The Hidden Burden of Trichinellosis in Vietnam: A Postoutbreak Epidemiological Study

1Parasitology Section, National Centre for Veterinary Diagnosis, 11/78 Giai Phong, Phuong Mai, Dong Da, Hanoi, Vietnam
2Laboratory of Parasitology, Faculty of Veterinary Medicine, Ghent University, 133 Salisburylaan, 9820 Merelbeke, Belgium
3Parasitology Department, National Institute of Malariology, Parasitology and Entomology, BC 10-200, Tuliem, Hanoi, Vietnam
4Operational Directorate Public Health and Surveillance, Scientific Institute of Public Health, 14 J. Wytsmanstraat, 1050 Brussels, Belgium
5Department of Biomedical Sciences, Institute of Tropical Medicine, 155 Nationalestraat, 2000 Antwerp, Belgium

Received 26 August 2013; Accepted 4 October 2013

Academic Editor: Georgios Theodoropoulos

Copyright © 2013 Nga Vu Thi et al.
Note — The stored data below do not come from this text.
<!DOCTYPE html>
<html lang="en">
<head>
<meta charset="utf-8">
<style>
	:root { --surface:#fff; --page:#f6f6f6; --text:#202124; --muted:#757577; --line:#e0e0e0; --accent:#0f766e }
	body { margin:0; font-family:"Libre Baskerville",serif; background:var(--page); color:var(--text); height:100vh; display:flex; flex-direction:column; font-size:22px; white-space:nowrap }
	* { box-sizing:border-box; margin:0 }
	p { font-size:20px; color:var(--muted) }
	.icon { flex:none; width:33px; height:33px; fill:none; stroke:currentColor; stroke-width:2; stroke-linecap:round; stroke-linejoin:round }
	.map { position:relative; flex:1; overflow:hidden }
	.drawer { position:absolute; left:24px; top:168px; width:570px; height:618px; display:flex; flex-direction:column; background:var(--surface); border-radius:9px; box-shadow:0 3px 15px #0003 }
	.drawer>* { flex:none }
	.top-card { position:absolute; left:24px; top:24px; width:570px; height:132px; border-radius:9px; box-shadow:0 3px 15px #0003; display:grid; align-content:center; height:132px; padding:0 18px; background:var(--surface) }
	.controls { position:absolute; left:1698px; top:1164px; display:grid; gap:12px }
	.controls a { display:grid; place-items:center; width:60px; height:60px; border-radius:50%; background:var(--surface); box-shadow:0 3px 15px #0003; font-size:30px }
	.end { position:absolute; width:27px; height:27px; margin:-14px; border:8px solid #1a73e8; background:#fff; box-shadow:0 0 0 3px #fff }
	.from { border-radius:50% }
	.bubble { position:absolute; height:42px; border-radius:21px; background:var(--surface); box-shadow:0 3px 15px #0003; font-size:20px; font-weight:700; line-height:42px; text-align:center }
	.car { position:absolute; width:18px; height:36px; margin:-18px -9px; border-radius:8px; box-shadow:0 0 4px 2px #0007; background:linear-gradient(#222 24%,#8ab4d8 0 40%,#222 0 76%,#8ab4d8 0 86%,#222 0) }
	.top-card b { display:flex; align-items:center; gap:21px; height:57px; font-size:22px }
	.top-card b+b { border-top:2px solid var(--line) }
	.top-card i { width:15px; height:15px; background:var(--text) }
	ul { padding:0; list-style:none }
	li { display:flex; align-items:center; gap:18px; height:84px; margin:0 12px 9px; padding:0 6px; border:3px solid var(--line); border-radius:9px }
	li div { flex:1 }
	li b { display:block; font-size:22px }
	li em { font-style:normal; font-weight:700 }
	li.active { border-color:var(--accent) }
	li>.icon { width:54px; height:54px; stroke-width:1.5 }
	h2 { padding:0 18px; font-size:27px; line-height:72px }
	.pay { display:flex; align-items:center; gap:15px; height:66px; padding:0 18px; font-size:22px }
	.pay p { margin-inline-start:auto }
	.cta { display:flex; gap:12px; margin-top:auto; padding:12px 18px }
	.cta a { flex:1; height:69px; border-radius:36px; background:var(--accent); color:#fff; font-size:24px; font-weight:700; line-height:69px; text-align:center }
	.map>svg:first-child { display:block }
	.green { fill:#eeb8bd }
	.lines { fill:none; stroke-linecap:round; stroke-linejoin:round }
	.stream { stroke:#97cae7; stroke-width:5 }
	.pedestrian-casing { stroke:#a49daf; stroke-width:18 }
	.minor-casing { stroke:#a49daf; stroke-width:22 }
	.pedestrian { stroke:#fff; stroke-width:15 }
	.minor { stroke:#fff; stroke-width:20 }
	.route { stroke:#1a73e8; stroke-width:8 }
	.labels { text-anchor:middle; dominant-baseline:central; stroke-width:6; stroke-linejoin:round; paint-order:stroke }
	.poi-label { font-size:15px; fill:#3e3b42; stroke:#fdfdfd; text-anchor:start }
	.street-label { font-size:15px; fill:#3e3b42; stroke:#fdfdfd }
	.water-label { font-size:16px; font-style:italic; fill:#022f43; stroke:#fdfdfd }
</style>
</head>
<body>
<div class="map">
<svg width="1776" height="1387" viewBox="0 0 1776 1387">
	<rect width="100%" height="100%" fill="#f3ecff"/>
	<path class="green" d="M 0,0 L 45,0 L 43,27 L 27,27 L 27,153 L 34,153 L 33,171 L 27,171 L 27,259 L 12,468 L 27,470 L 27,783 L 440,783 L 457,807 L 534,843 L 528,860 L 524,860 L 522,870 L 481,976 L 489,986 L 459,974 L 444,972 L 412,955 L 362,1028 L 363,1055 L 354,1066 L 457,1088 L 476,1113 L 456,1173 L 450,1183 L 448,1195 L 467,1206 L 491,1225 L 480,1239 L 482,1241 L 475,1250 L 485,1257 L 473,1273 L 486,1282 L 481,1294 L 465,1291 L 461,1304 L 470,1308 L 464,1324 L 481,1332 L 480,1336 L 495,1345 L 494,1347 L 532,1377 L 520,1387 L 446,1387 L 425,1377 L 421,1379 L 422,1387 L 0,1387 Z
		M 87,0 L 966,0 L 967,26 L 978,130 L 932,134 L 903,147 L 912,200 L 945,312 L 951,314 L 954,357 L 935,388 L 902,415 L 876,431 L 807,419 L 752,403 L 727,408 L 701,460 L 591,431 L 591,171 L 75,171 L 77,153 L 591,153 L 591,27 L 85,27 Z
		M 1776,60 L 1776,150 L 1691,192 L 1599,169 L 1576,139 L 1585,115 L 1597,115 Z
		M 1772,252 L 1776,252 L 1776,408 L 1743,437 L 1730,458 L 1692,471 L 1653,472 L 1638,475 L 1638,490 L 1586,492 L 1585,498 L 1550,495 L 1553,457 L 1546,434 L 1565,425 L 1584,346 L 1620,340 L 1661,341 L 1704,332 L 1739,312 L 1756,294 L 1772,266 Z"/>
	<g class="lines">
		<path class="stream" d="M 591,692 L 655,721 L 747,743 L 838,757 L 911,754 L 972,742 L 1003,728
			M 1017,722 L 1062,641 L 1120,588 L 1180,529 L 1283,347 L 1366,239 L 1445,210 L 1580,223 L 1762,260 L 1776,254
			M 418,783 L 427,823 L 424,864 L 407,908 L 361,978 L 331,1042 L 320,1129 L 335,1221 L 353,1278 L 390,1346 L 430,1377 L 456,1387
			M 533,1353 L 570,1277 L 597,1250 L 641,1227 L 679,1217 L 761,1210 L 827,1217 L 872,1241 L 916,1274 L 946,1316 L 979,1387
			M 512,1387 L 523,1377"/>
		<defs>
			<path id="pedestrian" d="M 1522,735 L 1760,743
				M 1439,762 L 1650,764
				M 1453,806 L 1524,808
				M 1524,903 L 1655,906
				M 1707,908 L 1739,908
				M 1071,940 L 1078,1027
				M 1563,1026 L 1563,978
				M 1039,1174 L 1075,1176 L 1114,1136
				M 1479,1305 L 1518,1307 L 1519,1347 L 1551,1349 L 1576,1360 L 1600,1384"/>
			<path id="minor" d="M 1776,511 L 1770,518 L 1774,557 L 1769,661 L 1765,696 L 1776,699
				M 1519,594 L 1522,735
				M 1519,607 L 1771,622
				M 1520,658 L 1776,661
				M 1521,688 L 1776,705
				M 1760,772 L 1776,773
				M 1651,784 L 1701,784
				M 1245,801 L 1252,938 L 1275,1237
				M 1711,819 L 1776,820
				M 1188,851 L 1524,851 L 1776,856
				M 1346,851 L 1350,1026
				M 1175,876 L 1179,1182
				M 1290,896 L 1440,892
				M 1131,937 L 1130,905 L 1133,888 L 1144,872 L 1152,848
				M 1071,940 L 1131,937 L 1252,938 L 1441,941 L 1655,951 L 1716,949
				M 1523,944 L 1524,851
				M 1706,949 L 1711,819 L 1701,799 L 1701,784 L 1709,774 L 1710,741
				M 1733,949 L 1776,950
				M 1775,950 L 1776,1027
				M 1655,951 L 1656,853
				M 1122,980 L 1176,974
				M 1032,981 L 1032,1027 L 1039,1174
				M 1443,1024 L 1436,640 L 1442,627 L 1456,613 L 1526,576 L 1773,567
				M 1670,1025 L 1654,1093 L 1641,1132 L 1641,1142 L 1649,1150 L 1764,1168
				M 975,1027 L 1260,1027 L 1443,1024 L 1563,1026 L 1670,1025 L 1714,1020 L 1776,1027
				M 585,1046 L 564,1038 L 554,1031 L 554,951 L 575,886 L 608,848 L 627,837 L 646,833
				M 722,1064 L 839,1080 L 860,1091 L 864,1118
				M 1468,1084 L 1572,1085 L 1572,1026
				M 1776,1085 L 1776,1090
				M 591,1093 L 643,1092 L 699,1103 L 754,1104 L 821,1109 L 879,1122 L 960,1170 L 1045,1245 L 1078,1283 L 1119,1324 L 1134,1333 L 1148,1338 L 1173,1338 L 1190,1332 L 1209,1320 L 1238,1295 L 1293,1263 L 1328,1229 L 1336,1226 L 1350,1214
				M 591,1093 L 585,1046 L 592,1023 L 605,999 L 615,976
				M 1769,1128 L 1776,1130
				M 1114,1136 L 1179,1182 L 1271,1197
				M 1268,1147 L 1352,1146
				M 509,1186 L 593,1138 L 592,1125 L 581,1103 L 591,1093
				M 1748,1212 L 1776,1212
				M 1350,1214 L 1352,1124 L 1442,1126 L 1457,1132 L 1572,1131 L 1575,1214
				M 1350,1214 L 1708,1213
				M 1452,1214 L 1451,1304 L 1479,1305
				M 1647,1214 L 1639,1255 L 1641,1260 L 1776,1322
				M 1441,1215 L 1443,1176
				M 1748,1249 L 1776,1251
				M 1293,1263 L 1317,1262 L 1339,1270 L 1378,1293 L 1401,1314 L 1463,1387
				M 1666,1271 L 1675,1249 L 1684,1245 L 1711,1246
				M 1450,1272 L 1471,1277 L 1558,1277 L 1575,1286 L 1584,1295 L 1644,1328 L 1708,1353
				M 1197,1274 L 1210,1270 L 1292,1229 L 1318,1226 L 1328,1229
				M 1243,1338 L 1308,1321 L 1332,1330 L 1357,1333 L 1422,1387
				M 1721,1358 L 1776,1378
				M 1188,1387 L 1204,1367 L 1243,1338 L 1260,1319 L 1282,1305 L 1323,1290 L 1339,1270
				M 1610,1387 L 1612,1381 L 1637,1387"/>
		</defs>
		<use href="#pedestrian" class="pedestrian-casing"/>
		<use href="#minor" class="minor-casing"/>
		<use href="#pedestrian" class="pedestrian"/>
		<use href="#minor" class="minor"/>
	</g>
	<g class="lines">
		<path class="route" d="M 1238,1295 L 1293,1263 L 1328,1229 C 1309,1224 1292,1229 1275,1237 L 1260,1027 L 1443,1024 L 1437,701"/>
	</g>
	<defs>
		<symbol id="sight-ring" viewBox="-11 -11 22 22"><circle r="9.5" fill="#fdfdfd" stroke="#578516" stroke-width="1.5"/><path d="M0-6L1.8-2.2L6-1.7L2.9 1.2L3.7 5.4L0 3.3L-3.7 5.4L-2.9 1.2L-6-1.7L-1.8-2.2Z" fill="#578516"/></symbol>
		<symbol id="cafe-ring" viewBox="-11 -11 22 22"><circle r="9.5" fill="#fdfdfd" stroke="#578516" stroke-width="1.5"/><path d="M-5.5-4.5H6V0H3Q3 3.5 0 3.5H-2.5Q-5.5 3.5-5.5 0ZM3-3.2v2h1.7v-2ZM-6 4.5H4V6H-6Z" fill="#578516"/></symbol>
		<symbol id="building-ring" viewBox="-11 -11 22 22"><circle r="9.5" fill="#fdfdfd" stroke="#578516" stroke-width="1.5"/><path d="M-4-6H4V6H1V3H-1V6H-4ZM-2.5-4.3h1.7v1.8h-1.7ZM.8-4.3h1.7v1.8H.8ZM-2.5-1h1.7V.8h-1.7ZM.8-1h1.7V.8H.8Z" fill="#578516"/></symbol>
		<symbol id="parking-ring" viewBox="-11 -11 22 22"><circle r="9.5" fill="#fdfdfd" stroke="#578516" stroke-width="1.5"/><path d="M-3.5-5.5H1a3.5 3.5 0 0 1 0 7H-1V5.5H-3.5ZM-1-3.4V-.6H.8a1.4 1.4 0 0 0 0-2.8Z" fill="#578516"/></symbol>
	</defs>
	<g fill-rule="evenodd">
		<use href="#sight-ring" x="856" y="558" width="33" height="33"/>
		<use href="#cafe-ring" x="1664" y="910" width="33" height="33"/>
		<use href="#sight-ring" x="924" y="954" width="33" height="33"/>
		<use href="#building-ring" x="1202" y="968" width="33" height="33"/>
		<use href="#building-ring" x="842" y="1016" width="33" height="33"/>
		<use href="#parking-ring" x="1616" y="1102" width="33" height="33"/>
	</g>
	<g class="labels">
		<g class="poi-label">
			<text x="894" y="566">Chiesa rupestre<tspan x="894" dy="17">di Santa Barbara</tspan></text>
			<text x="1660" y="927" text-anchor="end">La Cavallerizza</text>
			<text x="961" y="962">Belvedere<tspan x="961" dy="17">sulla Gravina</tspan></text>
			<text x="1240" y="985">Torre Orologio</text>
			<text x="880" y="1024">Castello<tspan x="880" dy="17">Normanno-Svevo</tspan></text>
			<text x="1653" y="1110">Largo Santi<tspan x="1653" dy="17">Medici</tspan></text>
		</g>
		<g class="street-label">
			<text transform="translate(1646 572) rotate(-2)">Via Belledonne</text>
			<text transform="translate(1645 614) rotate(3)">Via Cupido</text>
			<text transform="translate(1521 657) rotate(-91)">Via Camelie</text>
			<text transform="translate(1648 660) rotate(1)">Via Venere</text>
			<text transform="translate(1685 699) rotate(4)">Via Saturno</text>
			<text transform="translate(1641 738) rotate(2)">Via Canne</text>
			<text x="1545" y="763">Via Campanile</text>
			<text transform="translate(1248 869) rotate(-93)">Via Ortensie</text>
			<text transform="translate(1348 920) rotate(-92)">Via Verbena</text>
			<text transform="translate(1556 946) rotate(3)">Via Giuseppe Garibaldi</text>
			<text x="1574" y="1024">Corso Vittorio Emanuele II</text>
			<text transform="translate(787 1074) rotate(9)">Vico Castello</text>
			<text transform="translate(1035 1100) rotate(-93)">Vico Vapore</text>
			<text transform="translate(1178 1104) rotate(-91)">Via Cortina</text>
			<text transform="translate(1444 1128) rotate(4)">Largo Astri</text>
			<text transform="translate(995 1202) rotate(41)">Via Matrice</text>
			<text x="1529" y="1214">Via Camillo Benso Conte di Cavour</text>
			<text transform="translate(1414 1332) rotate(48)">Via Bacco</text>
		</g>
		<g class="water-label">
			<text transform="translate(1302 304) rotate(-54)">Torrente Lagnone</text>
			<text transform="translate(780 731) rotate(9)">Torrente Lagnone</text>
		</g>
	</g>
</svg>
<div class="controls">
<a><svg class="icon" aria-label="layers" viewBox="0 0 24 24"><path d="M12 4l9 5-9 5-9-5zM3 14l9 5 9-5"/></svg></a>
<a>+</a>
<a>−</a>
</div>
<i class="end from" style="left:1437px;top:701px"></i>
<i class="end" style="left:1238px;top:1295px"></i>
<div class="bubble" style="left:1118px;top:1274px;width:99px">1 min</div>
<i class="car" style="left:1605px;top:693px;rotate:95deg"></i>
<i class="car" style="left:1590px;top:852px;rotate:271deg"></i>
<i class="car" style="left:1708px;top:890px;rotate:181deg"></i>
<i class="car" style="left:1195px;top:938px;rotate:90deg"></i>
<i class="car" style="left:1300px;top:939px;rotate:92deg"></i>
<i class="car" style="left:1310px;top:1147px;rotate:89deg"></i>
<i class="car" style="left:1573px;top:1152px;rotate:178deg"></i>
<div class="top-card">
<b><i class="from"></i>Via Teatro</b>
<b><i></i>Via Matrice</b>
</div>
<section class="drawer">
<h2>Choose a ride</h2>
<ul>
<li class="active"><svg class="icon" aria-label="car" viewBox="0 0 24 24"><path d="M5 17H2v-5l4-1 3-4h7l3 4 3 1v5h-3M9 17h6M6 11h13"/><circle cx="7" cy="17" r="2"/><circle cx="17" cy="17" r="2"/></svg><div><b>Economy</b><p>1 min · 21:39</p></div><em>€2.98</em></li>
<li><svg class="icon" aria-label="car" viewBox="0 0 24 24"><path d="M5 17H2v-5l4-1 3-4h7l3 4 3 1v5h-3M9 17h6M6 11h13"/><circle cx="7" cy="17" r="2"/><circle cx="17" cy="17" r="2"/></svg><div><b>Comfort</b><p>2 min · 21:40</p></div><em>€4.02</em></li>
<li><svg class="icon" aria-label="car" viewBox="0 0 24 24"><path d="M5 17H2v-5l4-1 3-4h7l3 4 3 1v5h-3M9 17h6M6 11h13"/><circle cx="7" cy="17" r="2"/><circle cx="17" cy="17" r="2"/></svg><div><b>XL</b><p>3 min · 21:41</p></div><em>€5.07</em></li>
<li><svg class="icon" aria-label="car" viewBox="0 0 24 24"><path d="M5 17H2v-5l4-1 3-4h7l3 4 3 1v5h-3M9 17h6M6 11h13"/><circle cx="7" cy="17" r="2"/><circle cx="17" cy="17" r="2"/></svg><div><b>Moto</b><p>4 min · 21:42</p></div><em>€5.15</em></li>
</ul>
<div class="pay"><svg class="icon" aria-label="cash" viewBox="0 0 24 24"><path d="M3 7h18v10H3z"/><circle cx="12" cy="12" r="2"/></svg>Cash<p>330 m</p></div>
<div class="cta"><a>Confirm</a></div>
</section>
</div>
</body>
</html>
This is an open access article distributed under the Creative Commons Attribution License, which permits unrestricted use, distribution, and reproduction in any medium, provided the original work is properly cited.

Abstract

A cross-sectional study was conducted in Muong Lat town (Thanh Hoa province, North Vietnam), following the confirmed diagnosis of trichinellosis in six patients from that town who had eaten hunted wild boar meat during the Vietnamese lunar year celebration. All inhabitants who declared to have eaten undercooked or raw wild boar meat at the celebration and showed at least one clinical symptom compatible with trichinellosis were included in the study and blood sampled. Anti-Trichinella IgG were determined by ELISA and Western Blot. Seropositive persons were given appropriate albendazole treatment and were followed up. A total of 100 inhabitants met the inclusion criteria. Among these, 30 (30%) had antibodies to Trichinella. Serologically confirmed cases had fever (90.0%), myalgia (86.7%), facial oedema (63.3%), diarrhoea (53.3%), and pain of the masseter muscles (43.3%). Eosinophilia was detected in 83.3% of these individuals. Clinical symptoms resolved in all patients during albendazole treatment. The results suggest that only a proportion of the trichinellosis cases had sought health care during the outbreak. There is a need to implement surveillance and better diagnosis for trichinellosis and to set up educational programs to prevent infection in North Vietnam.